Hardware: Original nickel hardware includes 16X1 epsilon logo Epi tuners, Pat. Pend. Frequensator tailpiece, adjustable compensated rosewood bridge, Epiphone C-1 Spectrum pickup cutaway pickguard assembly, with tone and volume controls, endpin jack
Notes: In June of 1948, Gibson debuted a "Finger Rest Pickup" on an L-7 model at the NAMM music industry trade show. This unit, now known as the "McCarty" pickup after Gibson's chief engineer, incorporated one or two floating P-90 pickups into a custom pickguard designed to convert acoustic archtops for electric play. Around the same time, one of the Epiphone partners, Frixo, designed a double floating pickguard pickup system for his own '47 Emperor, using a pair of Epi "Tone Spectrum" single coil pickups.

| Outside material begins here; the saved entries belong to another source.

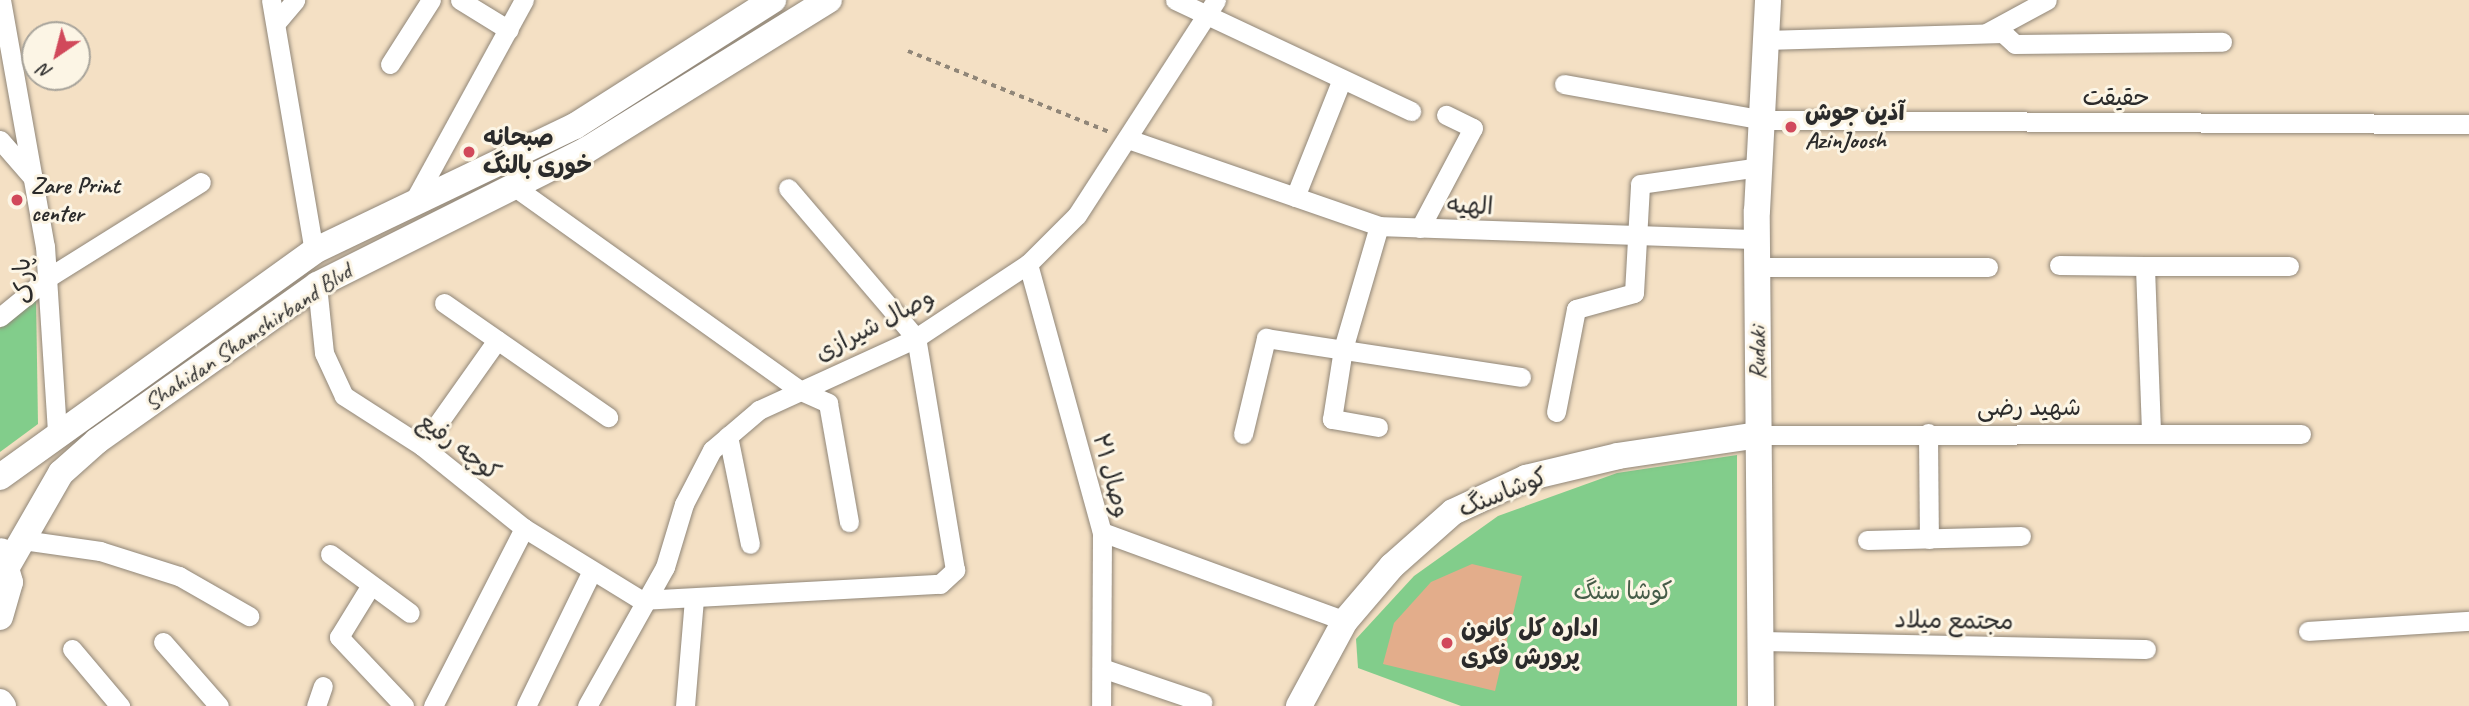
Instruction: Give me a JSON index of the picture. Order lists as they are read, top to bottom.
{
  "streets": {
    "main road": ["Shahidan Shamshirband Blvd", "Rudaki", "کوشاسنگ"],
    "street": [
      "حقیقت",
      "الهیه",
      "پارک",
      "وصال شیرازی",
      "شهید رضی",
      "کوچه رفیع",
      "وصال ۲۱",
      "مجتمع میلاد"
    ]
  },
  "crossings": [
    ["حقیقت", "Rudaki"],
    ["الهیه", "وصال شیرازی"],
    ["الهیه", "Rudaki"],
    ["پارک", "Shahidan Shamshirband Blvd"],
    ["وصال شیرازی", "کوچه رفیع"],
    ["وصال شیرازی", "وصال ۲۱"],
    ["Shahidan Shamshirband Blvd", "کوچه رفیع"],
    ["Rudaki", "شهید رضی"],
    ["Rudaki", "کوشاسنگ"],
    ["Rudaki", "مجتمع میلاد"],
    ["شهید رضی", "کوشاسنگ"]
  ],
  "parks": ["کوشا سنگ"],
  "places": [
    "آذین جوش AzinJoosh",
    "صبحانه خوری بالنگ",
    "Zare Print center",
    "اداره کل کانون پرورش فکری"
  ],
  "north": "bottom left"
}
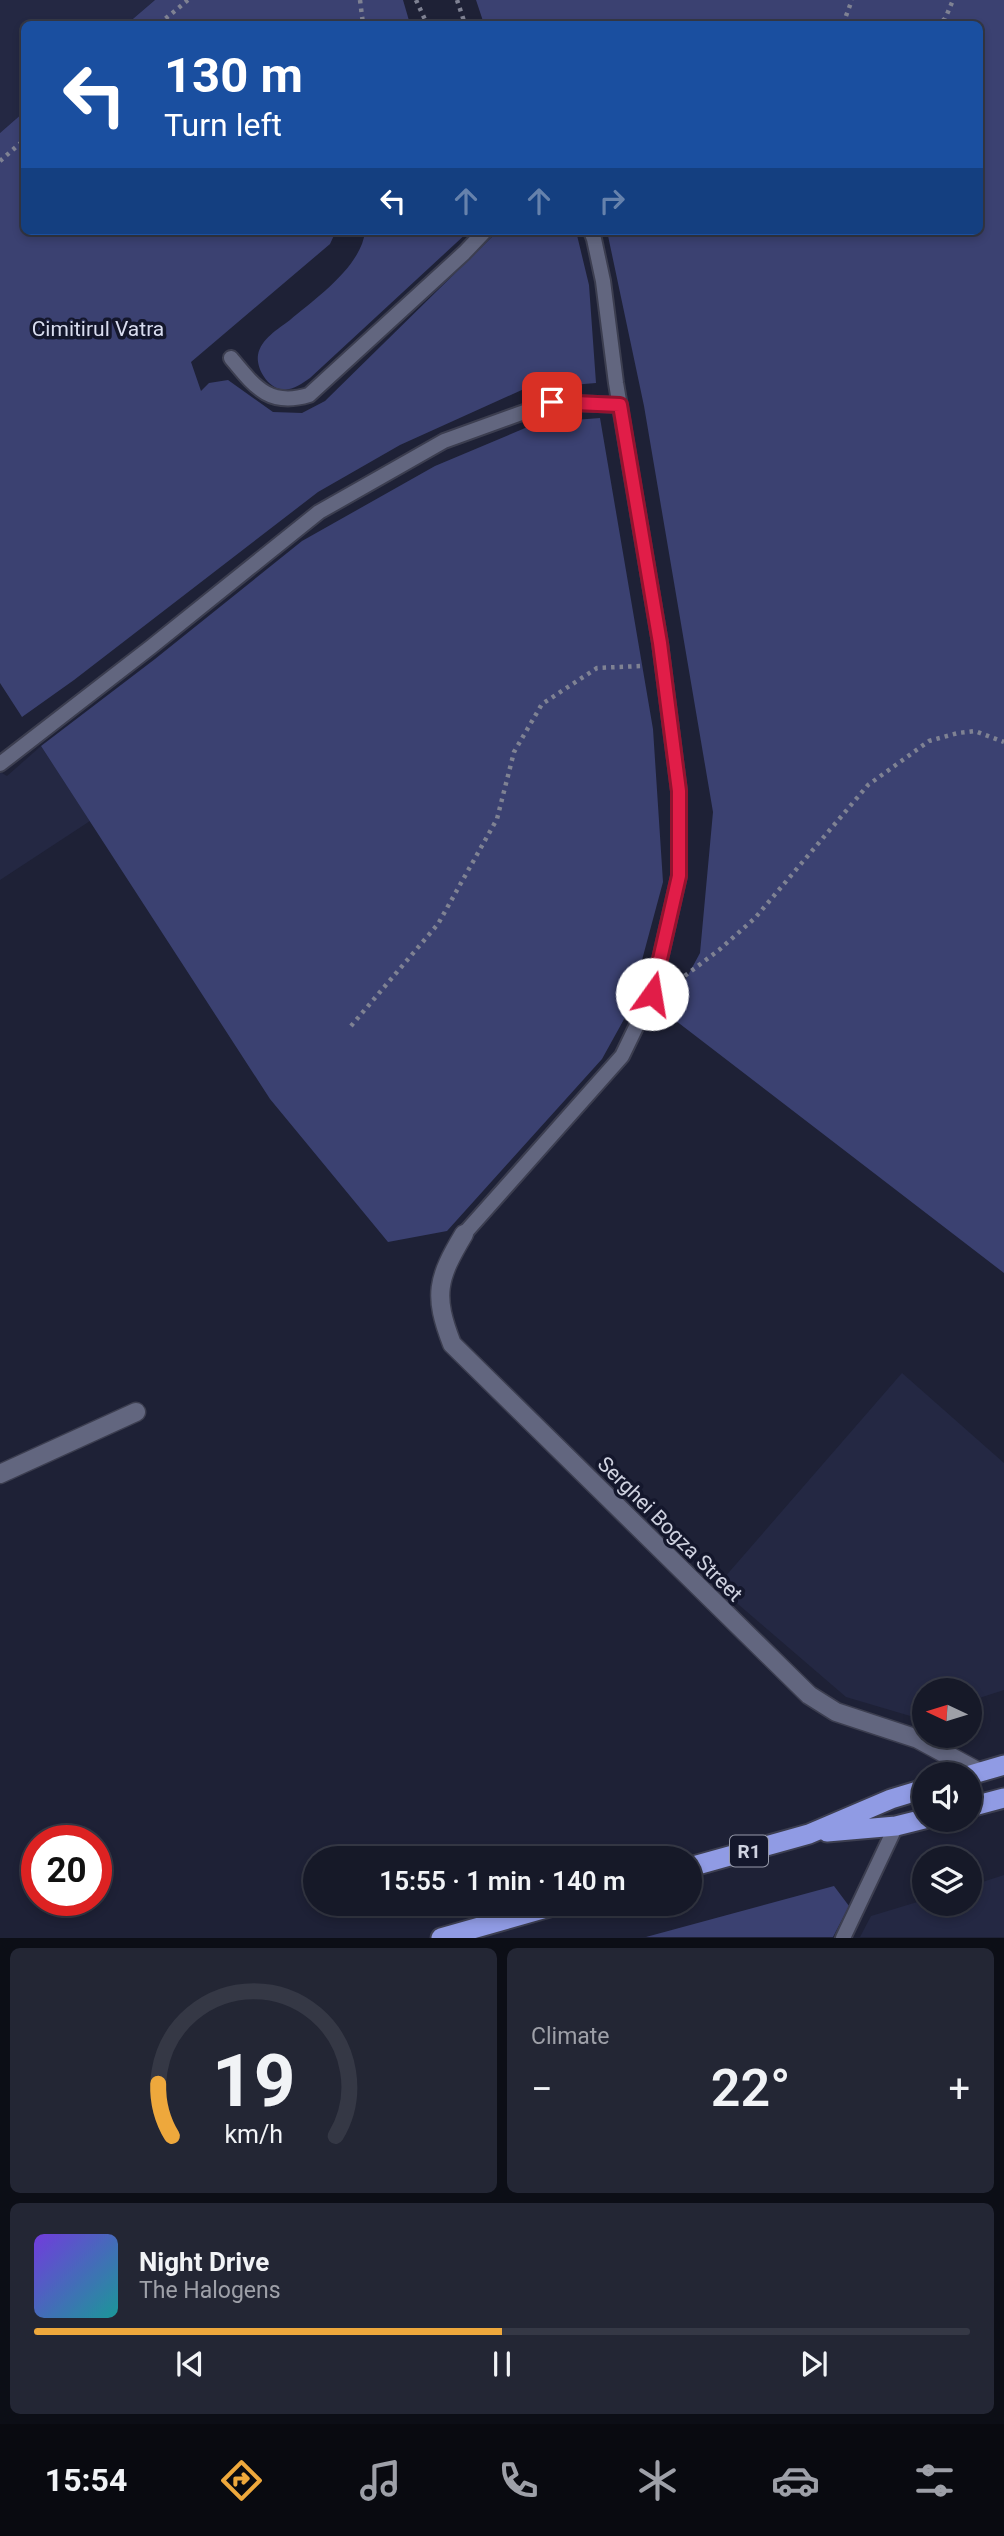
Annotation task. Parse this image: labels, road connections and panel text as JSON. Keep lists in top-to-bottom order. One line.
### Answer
{"streets":{"highway":["R1"],"street":["Serghei Bogza Street"]},"parks":["Cimitirul Vatra"],"north":"left","page":{"turn":["130 m","Turn left"],"limit":"20","trip":"15:55 · 1 min · 140 m","tile":"Climate","heat":["−","22°","+"],"song":["Night Drive","The Halogens"],"tabs":"15:54","gauge":["19","km/h"]}}
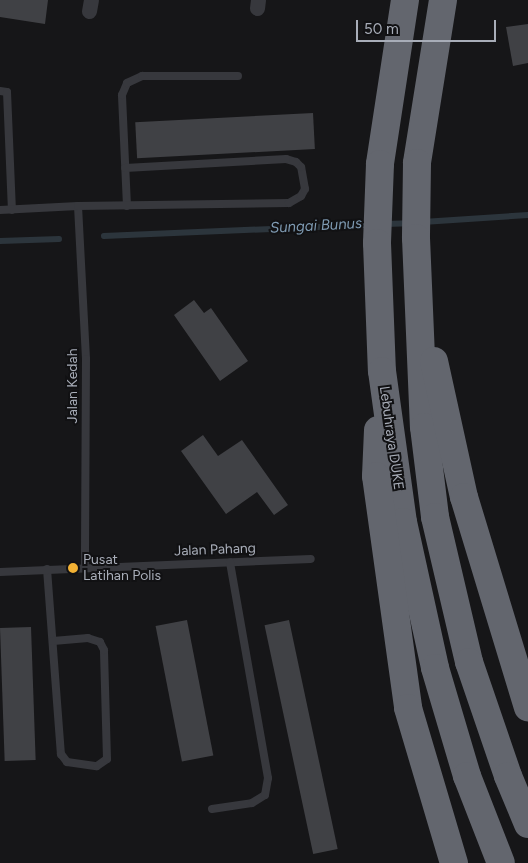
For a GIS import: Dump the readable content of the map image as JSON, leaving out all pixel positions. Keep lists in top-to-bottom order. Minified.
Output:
{"streets":{"highway":["Lebuhraya DUKE"],"lane":["Jalan Kedah","Jalan Pahang"]},"crossings":[["Jalan Kedah","Jalan Pahang"]],"water":["Sungai Bunus"],"places":["Pusat Latihan Polis"],"scale_bar":"50 m"}
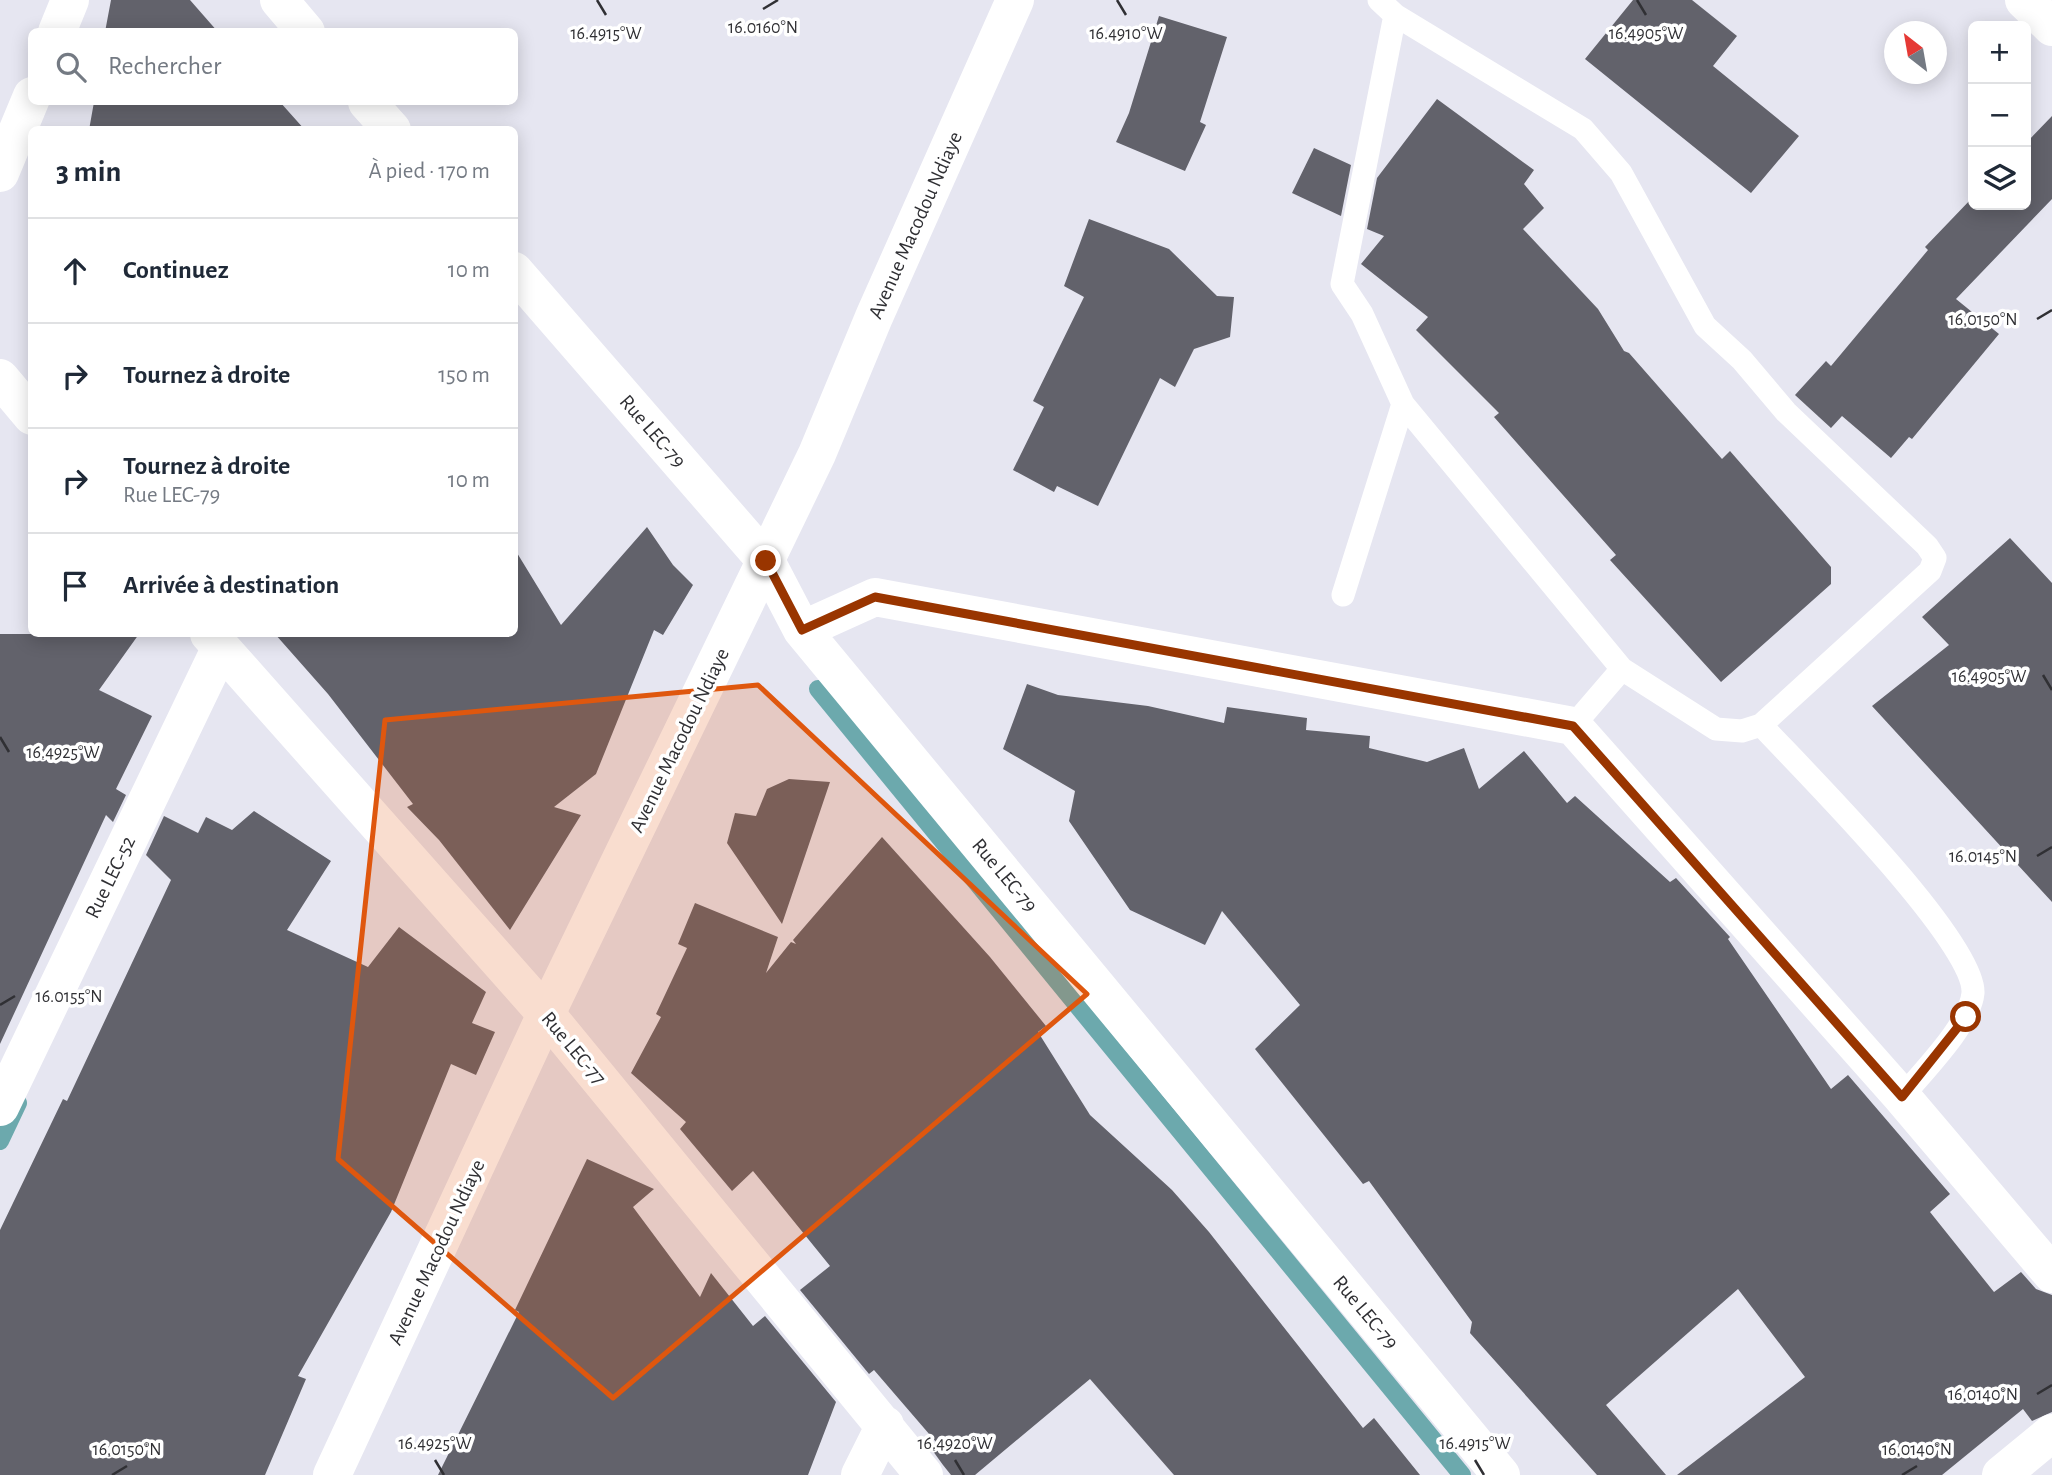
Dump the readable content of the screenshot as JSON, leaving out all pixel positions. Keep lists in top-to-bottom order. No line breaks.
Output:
{"streets":{"street":["Avenue Macodou Ndiaye","Rue LEC-79","Rue LEC-52","Rue LEC-77"]},"crossings":[["Avenue Macodou Ndiaye","Rue LEC-79"],["Avenue Macodou Ndiaye","Rue LEC-77"],["Rue LEC-52","Rue LEC-77"]],"north":"top left","page":{"map_buttons":["+","−"],"search":"Rechercher","heading":["3 min","À pied · 170 m"],"list":[["Continuez","10 m"],["Tournez à droite","150 m"],["Tournez à droite","Rue LEC-79","10 m"],"Arrivée à destination"]},"coordinates":["16.0160°N","16.4915°W","16.4910°W","16.4905°W","16.0150°N","16.4925°W","16.0145°N","16.0155°N","16.0140°N","16.4920°W"]}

By November of 1950, the Epiphone conversion pickup was listed in the company's price list as the "Epiphone Spectrum Pickup in Pickguard Unit" and came in single and double versions, for cutaway or non-cutaway guitars. Like the McCarty, the Spectrum could be ordered as a factory option on a new guitar, or added as an aftermarket part. The McCarty pickup remained in Gibson's catalog until 1970, and was a popular option for their carved top guitars. The Spectrum pickup, by contrast, is now so scarce that even the most diligent collectors have rarely even seen one, much less had the opportunity to play one of the elusive units.
Meantime, Epiphone debuted its new Triumph Regent model in 1949. The cutaway version of Epis most popular professional archtop, the Triumph Regent was manufactured in New York for only about three years, and is accordingly a much scarcer item than either the non-cutaway Triumph, or its competitor, the Gibson L-7C. The Epiphone cutaway design was deeper than Gibson's, allowing greater access to the uppermost frets, and cutaway Epis generally tend to have greater acoustic projection than their Kalamazoo rivals as well.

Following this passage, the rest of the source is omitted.